In Monte Carlo simulation we take the expectation over simulated paths, where the simulation is generated by a different measure w. In order to recover the identical expectation in the new measure averaging must be taken over f(x) multiplied by the likelihood ratio p(x)/w(x).

$E_p[f(x)] = E_w[f(x)(p(x)/w(x)) ] = \sum f(x_i)(p(x_i)/w(x_i)) w(x_i) = \sum f(x_i) p(x_i)$

The measure w represents the characteristics of the random scenario generator of the Monte Carlo implementation. In the example above it seems that choosing w to be uniform for directly generating stopping times did lead to an increased variance and poorer convergence. What choice for would be optimal? Let’s investigate what choice of w would minimize the variance of the simulation.

The variance of the expectation of f(x) in the measure w is given by

$Var_w(f(x)) = E_w[(f(x)*p(x)/w(x))^2] - E_w[f(x)*p(x)/w(x)]^2$
$= \sum (f_i \frac{p_i}{w_i})^2 w_i - ( \sum f_i \frac{p_i}{w_i} w_i )^2$
$= \sum f_i^2 \frac{p_i^2}{w_i} - (\sum f_i p_i)^2$

We are looking to minimize the variance. Introducing a Lagrange multiplier $\lambda$ to take into to account that the w_i sum up to 1, the condition for the minimum variance can be expressed as

$\frac{\partial}{\partial w_i} \left( \sum f_i^2 \frac{p_i^2}{w_i} - (\sum f_i p_i)^2 + \lambda (\sum w_i -1 ) \right) = 0$

Taking partial derivatives of the variance with respect to the weights w_i  and solving for the weights

$w_i = \frac{f_i p_i}{ \lambda^{1/2} }$

Summing over the weights leads to

$\sum w_i = 1 = \lambda^{-1/2} \sum { f_i p_i }$

$\lambda = \left( \sum { f_i p_i } \right)^2$

and finally

$w_i = \frac{f_i p_i}{ \sum { f_i p_i } }$

We find that the optimum choice of simulation measure is the real measure modified by the observable f.

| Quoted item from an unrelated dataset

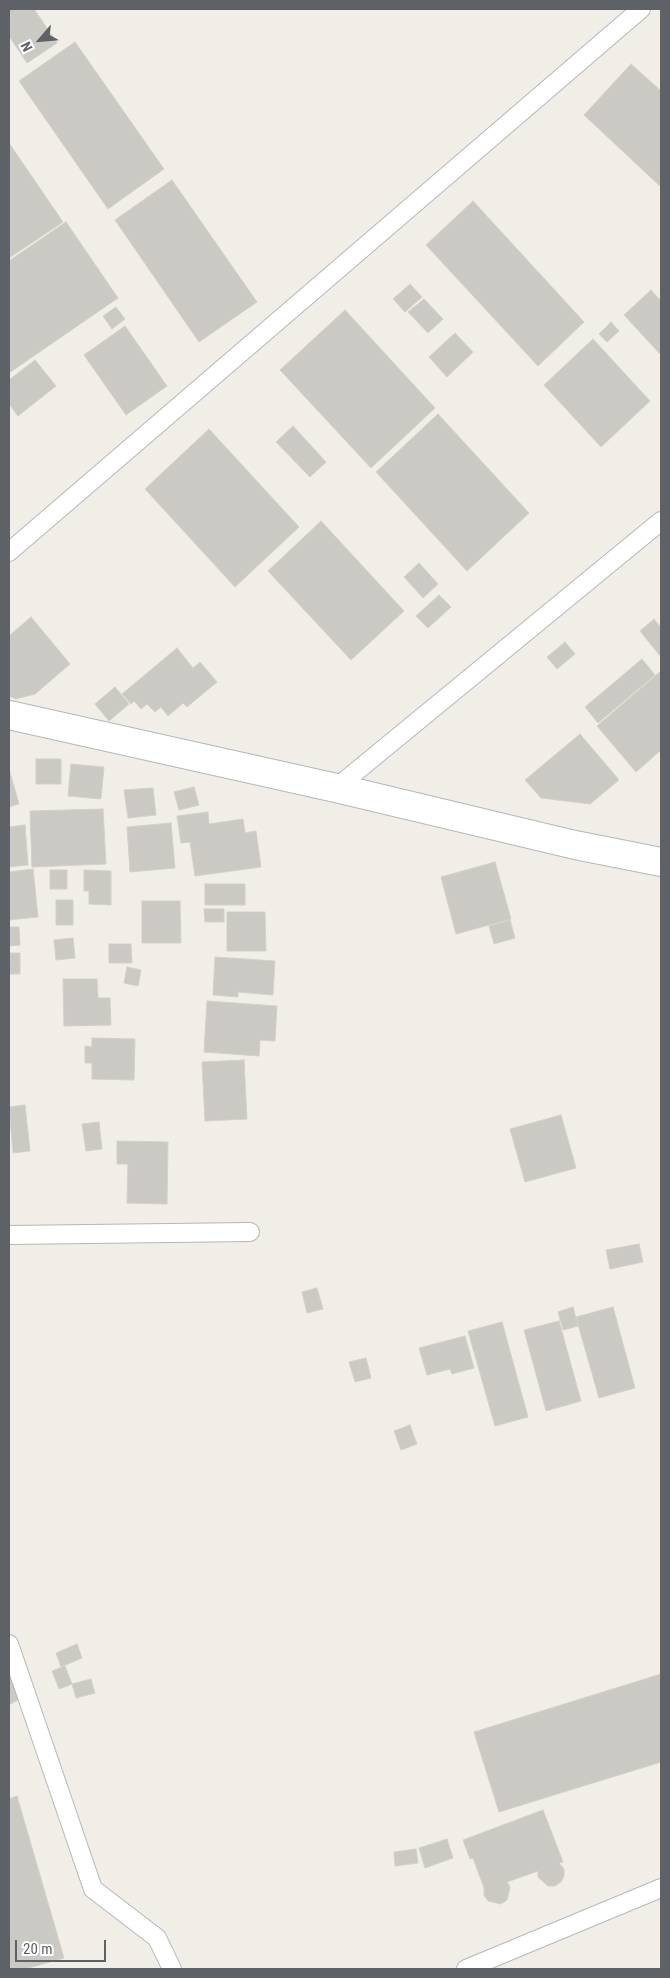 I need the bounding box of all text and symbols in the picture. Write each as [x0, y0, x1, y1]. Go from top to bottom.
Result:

Substituting this choice of weights back into the expression for the variance

$Var_w(f(x)) = \sum f_i^2 \frac{p_i^2}{w_i} - (\sum f_i p_i)^2$
$= \sum \frac{f_i^2 p_i^2}{f_i p_i} \sum { f_i p_i } - (\sum f_i p_i)^2$
$= \sum {f_i p_i} \sum { f_i p_i } - (\sum f_i p_i)^2 = 0$

we find it reduces it to zero.

Let’s go back to the problem of estimating the wining probability. Here the winning indicator is only 1 for odd steps, meaning it would be ideal to not simulate paths with even number of steps, and normalize the weight according to the missing probability of even paths. In our case we want to estimate simultaneously the stopping time which needs also the even paths. As an compromise we use weights according to f=1 in order to cover most of the probability space.

% simulating path length
% number of simulations m
m = 100000;
n_bins_total = 25;
w = (25/36).^((1:n_bins_total )-1)/sum((25/36).^((1:n_bins_total )-1));
cw = cumsum(w);
stopping_time = zeros(1,m);
weights_biased = zeros(1,m);
weights_fair = zeros(1,m);

for i = 1:m
number_of_tails = min((1:n_bins_total)(cw-rand(1)>0))-1;
stopping_time(i)=number_of_tails+1;
end

t_stop_fair = mean(stopping_time.*weights_fair);
t_stop_biased = mean(stopping_time.*weights_biased);
pwin_fair = sum(weights_fair(mod(stopping_time,2)==1)) /length(stopping_time);
pwin_biased = sum(weights_biased(mod(stopping_time,2)==1)) /length(stopping_time);

fprintf( "Stopping time for fair coin flip: simulated: %f, calculated %f   \n" , t_stop_fair, 2);
fprintf( "Stopping time for biased coin:    simulated: %f, calculated %f   \n", t_stop_biased, 36/11);
fprintf( "First player win for fair coin:   simulated: %f, calculated %f   \n", pwin_fair,   1/(2-18/36));
fprintf( "First player win for biased coin: simulated: %f, calculated %f   \n", pwin_biased,   1/(2-11/36));


Stopping time for fair coin flip: simulated: 2.000213, calculated 2.000000
Stopping time for biased coin: simulated: 3.274630, calculated 3.272727
First player win for fair coin: simulated: 0.666232, calculated 0.666667
First player win for biased coin: simulated: 0.590285, calculated 0.590164

Starting from a simple flipping coin game we investigated theoretical and numerical solution techniques to compute expectations. This post did not discuss other popular variance reduction methods like the use of antithetic paths or control variates, which could be a topic of future writings.